What to work on. Return every line from the records below that has the word "sans".

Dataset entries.
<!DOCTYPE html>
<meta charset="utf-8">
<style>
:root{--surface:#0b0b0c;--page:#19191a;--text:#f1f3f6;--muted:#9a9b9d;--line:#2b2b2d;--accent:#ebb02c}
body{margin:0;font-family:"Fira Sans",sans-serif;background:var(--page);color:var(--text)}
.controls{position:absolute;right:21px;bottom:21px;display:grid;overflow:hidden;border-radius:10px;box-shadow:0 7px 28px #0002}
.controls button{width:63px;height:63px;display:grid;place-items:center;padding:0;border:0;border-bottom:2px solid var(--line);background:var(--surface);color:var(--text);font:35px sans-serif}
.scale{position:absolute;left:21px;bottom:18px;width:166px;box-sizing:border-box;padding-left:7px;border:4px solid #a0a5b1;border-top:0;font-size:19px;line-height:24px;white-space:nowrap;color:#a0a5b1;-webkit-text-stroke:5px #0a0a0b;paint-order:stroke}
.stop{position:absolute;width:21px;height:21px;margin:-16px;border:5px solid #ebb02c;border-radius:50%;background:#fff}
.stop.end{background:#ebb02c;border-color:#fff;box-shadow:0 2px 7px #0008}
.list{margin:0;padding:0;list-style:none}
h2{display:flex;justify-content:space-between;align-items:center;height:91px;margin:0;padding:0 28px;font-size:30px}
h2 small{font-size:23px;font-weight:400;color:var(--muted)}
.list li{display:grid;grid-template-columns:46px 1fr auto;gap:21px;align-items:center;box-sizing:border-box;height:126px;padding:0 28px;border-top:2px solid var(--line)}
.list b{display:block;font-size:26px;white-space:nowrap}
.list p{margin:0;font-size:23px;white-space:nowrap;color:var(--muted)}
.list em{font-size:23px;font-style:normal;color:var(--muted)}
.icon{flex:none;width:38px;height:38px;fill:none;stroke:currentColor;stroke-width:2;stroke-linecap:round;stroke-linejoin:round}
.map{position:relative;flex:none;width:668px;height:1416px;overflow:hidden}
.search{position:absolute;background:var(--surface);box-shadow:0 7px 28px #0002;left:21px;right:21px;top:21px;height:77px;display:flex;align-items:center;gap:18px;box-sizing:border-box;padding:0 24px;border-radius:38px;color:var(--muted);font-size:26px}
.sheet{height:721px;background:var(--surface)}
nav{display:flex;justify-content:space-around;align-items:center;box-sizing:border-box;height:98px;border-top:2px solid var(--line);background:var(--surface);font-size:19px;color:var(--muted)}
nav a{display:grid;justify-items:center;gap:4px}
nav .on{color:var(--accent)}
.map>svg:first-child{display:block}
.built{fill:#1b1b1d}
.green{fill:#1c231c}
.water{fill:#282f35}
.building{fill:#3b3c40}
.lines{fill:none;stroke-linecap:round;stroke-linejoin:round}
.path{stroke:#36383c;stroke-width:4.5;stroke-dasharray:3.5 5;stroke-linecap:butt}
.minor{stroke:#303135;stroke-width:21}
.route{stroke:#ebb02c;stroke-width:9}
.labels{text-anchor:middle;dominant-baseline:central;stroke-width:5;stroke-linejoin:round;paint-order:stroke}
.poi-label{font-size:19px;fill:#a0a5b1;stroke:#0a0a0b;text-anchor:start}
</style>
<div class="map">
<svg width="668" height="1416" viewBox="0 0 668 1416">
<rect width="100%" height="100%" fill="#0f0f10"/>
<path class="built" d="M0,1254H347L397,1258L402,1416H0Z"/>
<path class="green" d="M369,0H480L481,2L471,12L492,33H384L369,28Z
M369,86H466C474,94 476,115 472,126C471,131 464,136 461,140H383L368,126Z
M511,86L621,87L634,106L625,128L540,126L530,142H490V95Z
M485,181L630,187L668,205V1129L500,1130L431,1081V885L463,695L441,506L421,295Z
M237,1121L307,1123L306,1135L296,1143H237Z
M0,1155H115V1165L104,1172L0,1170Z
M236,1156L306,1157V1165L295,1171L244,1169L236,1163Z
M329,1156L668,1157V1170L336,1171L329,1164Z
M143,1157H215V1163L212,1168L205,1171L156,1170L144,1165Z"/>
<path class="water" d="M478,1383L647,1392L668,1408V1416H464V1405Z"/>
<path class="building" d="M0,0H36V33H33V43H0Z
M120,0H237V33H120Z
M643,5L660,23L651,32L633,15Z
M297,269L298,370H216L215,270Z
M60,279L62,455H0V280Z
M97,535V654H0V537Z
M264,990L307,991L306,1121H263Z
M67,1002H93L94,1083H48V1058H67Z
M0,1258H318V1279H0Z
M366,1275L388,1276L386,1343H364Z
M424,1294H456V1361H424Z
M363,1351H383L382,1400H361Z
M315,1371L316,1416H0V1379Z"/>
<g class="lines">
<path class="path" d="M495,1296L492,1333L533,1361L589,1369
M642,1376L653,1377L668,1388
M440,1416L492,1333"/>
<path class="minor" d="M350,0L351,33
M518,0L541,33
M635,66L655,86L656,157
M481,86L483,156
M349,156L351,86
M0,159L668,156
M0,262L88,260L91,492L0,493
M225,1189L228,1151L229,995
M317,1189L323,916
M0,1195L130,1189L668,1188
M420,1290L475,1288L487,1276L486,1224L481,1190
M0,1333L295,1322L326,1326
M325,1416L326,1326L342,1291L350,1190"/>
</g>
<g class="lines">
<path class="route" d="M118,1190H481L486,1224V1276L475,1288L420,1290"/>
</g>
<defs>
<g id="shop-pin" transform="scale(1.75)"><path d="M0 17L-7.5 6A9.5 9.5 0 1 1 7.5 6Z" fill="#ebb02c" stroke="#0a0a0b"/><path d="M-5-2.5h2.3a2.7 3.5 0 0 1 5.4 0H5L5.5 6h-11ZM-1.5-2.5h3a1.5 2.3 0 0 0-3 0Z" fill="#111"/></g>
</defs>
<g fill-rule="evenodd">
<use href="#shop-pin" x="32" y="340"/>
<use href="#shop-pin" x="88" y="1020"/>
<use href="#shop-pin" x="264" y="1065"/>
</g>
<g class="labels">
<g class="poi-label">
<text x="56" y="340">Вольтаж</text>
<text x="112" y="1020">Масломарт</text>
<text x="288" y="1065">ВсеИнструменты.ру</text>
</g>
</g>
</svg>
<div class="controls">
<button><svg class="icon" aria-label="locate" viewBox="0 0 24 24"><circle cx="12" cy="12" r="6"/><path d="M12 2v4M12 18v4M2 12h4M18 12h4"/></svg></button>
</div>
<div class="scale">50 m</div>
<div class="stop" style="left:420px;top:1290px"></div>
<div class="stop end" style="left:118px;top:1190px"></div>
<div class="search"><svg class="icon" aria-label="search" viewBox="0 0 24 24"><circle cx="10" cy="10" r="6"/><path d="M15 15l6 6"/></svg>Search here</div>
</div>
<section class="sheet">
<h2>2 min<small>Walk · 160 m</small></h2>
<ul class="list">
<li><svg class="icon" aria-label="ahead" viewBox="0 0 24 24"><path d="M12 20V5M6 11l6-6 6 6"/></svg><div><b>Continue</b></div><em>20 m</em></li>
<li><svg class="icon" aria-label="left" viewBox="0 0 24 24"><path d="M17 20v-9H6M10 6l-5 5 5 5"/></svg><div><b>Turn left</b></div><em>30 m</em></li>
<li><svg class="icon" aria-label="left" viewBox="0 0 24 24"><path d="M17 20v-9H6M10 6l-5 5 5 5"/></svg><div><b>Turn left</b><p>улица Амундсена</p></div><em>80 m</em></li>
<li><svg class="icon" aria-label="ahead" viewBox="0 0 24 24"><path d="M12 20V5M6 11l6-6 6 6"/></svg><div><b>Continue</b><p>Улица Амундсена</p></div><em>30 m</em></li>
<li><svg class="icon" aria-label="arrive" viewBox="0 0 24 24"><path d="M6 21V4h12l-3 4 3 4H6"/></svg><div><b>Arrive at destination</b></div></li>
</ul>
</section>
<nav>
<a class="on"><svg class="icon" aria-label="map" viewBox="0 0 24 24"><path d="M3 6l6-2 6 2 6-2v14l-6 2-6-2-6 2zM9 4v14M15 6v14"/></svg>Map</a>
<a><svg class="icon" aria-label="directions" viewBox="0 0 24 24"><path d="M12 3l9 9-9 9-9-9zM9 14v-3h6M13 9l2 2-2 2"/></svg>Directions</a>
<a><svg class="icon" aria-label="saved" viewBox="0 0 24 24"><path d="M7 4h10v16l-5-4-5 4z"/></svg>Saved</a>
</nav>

Task response.
body{margin:0;font-family:"Fira Sans",sans-serif;background:var(--page);color:var(--text)}
.controls button{width:63px;height:63px;display:grid;place-items:center;padding:0;border:0;border-bottom:2px solid var(--line);background:var(--surface);color:var(--text);font:35px sans-serif}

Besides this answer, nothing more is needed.